Com essas palavras, o Constituinte de 1988 fixou mandado constitucional de criminalização destinado ao enfrentamento ao preconceito, discriminação e segregação raciais. Previsto no inciso XLII do art. 5º, o dispositivo dialoga com o objetivo fundamental da República de construir uma sociedade livre, justa e solidária, norteada pela promoção do bem de todos, sem preconceitos de origem, raça, sexo, cor, idade e quaisquer outras formas de discriminação (art. 3º, III e IV). Trata-se, em suma, de um direito fundamental a prestações penais positivas de tutela da igualdade e da dignidade da pessoa humana.
Burilado na Subcomissão dos Direitos e Garantias Individuais, ramo da Comissão da Soberania e dos Direitos e Garantias do Homem e da Mulher da Assembleia Constituinte, o art. 5º, XLII, visou a assegurar que a Nova República não incorresse nos mesmos equívocos de política criminal das eras constitucionais anteriores, marcadas por vexatórios eventos de impunidade em face dos autores de atos de preconceito e discriminação fundados em elementos fenotípicos, ancestrais e étnicos. Apenas em 1951 o tema passou a interessar ao direito, por meio da Lei nº 1.390, apelidada de Lei Afonso Arinos, que tipificou atos discriminatórios motivados por preconceito de raça ou de cor. Nada obstante, tais condutas eram versadas como meras contravenções penais – opção política que veio a ser reiterada pela Lei nº 7.437/1985.

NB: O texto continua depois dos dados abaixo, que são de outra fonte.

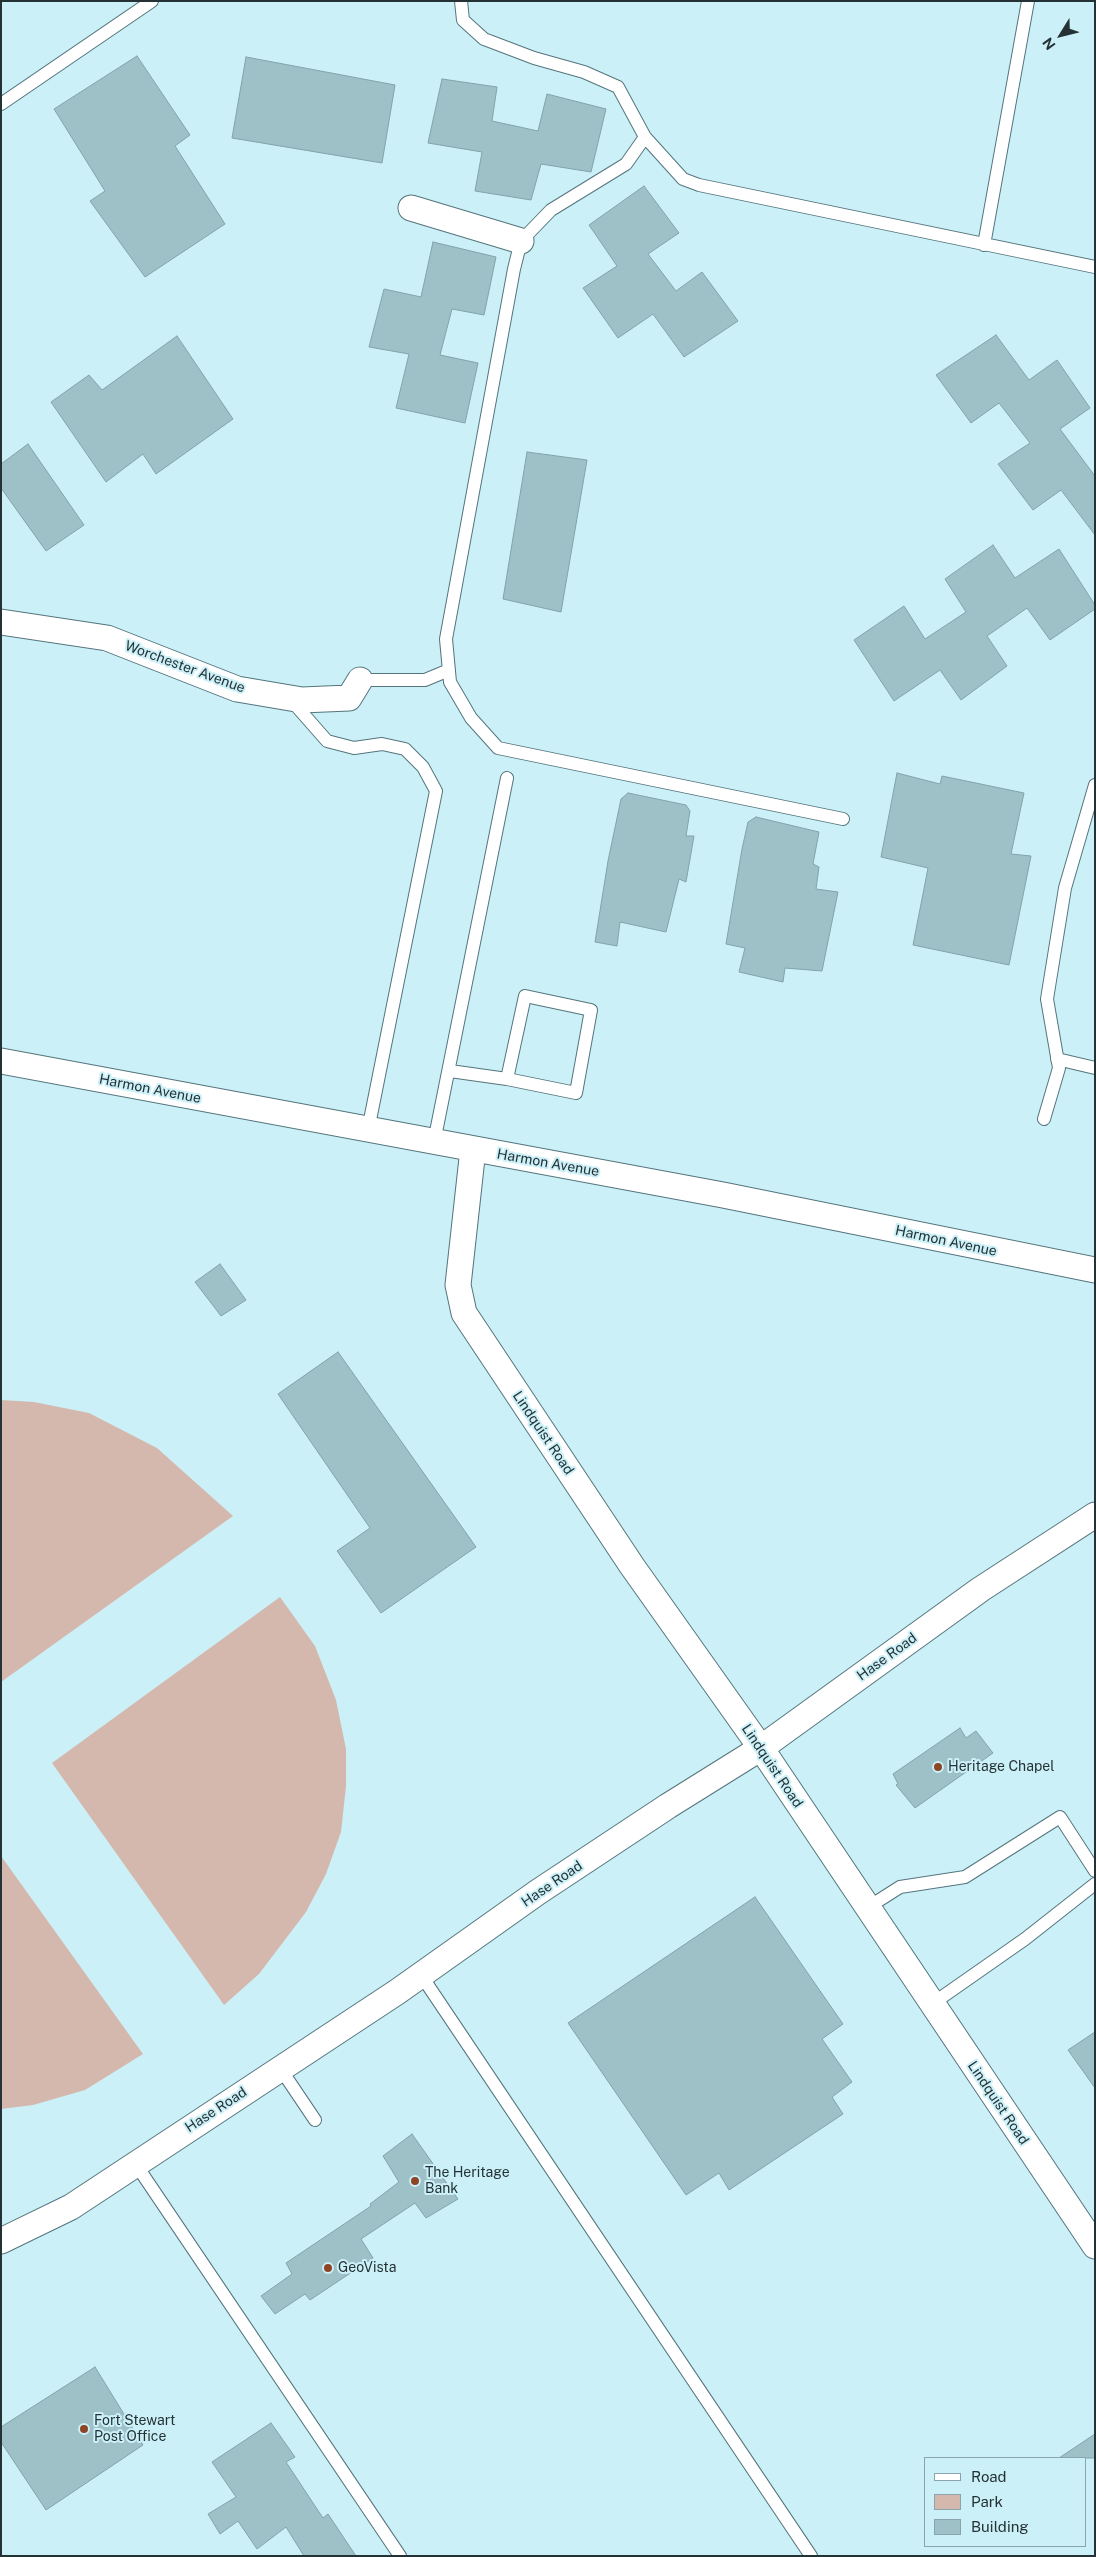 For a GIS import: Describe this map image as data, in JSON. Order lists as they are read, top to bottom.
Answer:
{
  "streets": {
    "street": [
      "Worchester Avenue",
      "Harmon Avenue",
      "Lindquist Road",
      "Hase Road"
    ]
  },
  "crossings": [
    ["Harmon Avenue", "Lindquist Road"],
    ["Lindquist Road", "Hase Road"]
  ],
  "places": [
    "Heritage Chapel",
    "The Heritage Bank",
    "GeoVista",
    "Fort Stewart Post Office"
  ],
  "legend": ["Road", "Park", "Building"],
  "north": "bottom left"
}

Vê-se, assim, que a inserção dos comandos de inafiançabilidade, imprescritibilidade e de sujeição à pena de reclusão não se deram por obra do acaso: ocupou-se o Constituinte de estatuir instrumentos de proteção dos grupos racialmente marginalizados, a fim de superar a proteção penal deficiente (Ubermassverbot) até então vigente no ordenamento pátrio. Conformando-se à perspectiva do garantismo positivo de Alessandro Baratta, o inciso XLII do art. 5º é postulado de intervenção (Schutzgebot), impondo dever estatal de tutela a partir da premissa de que os direitos fundamentais não podem ser considerados apenas como proibições de intervenção.
Tal mandado de criminalização veio a ser corroborado pelo dever estatal veiculado no art. 4º da Convenção Interamericana contra o Racismo, a Discriminação Racial e Formas Correlatas de Intolerância, internalizada por meio do Decreto nº 10.932/2022 com status de emenda constitucional (art. 5º, §3º, da Constituição).
2. DA SUPERAÇÃO DA EQUIVOCADA DICOTOMIA ONTOLÓGICA ENTRE OS TIPOS PENAIS DE RACISMO
No ano seguinte à promulgação da Constituição Cidadã, regulamentou-se o mandado do inciso XLII do art. 5º por intermédio da Lei nº 7.716/89, a qual inicialmente tipificou quatorze hipóteses de comportamentos fundados em discriminação ou preconceito de raça, cor, etnia, religião ou procedência nacional.
A Lei Antirracismo prevê condutas de índole discriminatória e segregatória, algumas das quais de subjetividade passiva direta marcadamente individual, como “recusar ou impedir acesso a estabelecimento comercial, negando-se a servir, atender ou receber cliente ou comprador” (art. 5º). Sendo assim, não deveria haver razão para celeuma quanto à natureza juridicamente racistas de atos ofensivos à honra subjetiva, quando animados por intuito discriminatório.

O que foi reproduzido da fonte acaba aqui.